With FPGA and other VLSI technologies advancing at a relatively high rate, broadcast manufacturing design engineers have an increasing number of gates to play with in ever smaller packages that consume less power. The result is the expanding migration of modular “glue ware” integrated inside the router. Initial forays into the world of modular router integration included simple line and frame sync capabilities. We now see the advent of embedders, de-embedders, signal format converters, scalers and multiviewers moving into the router as well.
Bringing all of these capabilities inside the router significantly reduces the complexity of plant wiring and offers significant savings in footprint as well as cable management and maintenance. It also adds versatility to the router by allowing users to select only the tools they need. Another advantage is that router control systems are becoming more powerful and can manage not only the router crosspoints but also internal tie lines and key parameters for the various modular functions now in the router or in external trays. There is, however, a catch.
Keep the noise down
As the amount and type of digital signal processing and signal speed increase in complexity, the noise generated and coupled into adjacent channels within a router can also increase. Today's newest routers address this issue by using the best practices of both RF and digital design. To keep spurious signals from affecting adjacent channels, the best designs use differential microstrip transmission lines that offer maximum common mode rejection, even at 3Gb/s, along with physical separation and symmetrical layouts. To keep unwanted signals from affecting signal performance, top-level routers use precision connections to “edge launch” the signals from the coax to the circuit board with minimal reflected energy. Another highly advantageous technique is to minimize the number of internal interconnections and long signal path lengths. Even with all of these techniques, additional internal processing and an overall increase in signals inside the router will inevitably increase the noise floor of the router.
Timing is everything
As we all learned in physics class, electromagnetic radiation (light) travels at a finite speed. In the world of advanced television systems, that can mean that small shifts in timing can make or break signal reliability.
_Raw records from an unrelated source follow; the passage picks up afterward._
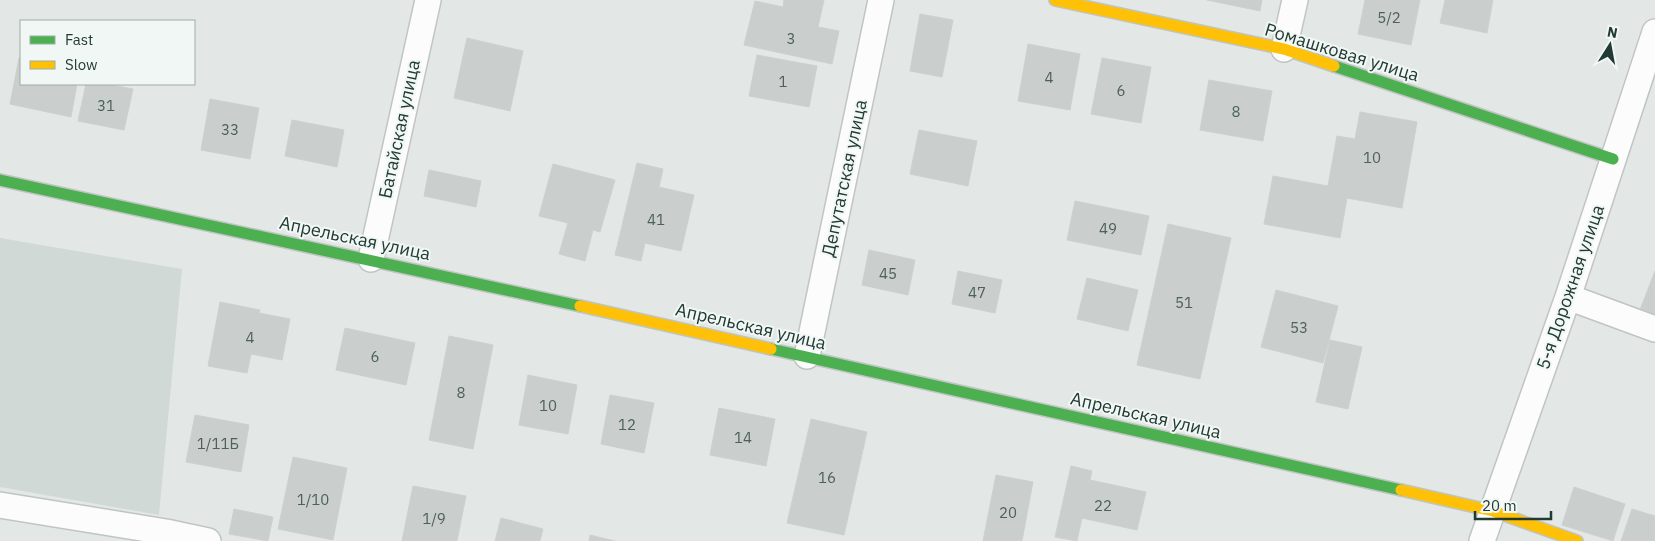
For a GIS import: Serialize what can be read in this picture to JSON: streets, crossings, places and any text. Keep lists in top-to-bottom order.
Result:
{
  "streets": {
    "street": [
      "Ромашковая улица",
      "Батайская улица",
      "Депутатская улица",
      "Апрельская улица",
      "5-я Дорожная улица"
    ]
  },
  "crossings": [
    ["Ромашковая улица", "5-я Дорожная улица"],
    ["Батайская улица", "Апрельская улица"],
    ["Депутатская улица", "Апрельская улица"],
    ["Апрельская улица", "5-я Дорожная улица"]
  ],
  "house_numbers": [
    "5/2",
    "3",
    "4",
    "1",
    "6",
    "31",
    "8",
    "33",
    "10",
    "41",
    "49",
    "45",
    "47",
    "51",
    "53",
    "4",
    "6",
    "8",
    "10",
    "12",
    "14",
    "1/11Б",
    "16",
    "1/10",
    "22",
    "20",
    "1/9"
  ],
  "legend": ["Fast", "Slow"],
  "scale_bar": "20 m",
  "north": "top"
}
In addition, it takes a lot of processing time to perform all of the calculations needed for video conversion and manipulation. These processing times are significant when compared with 1080i and 1080p HD frame rates. Consider also that best practice requires television facilities to ensure that various signals arrive closely timed at specific destinations, such as video production mixers. If the router is expected to switch signals at the proper point during vertical interval, the signals also must be timed with the sync reference signal for the router. As a result, great care must be given to ensure that signals internal to the router are kept in time. This begins with bringing them into the router in time and requires that everything is kept in sync all the way to the output. This often means additional frame delays and more complex circuitry inside the router.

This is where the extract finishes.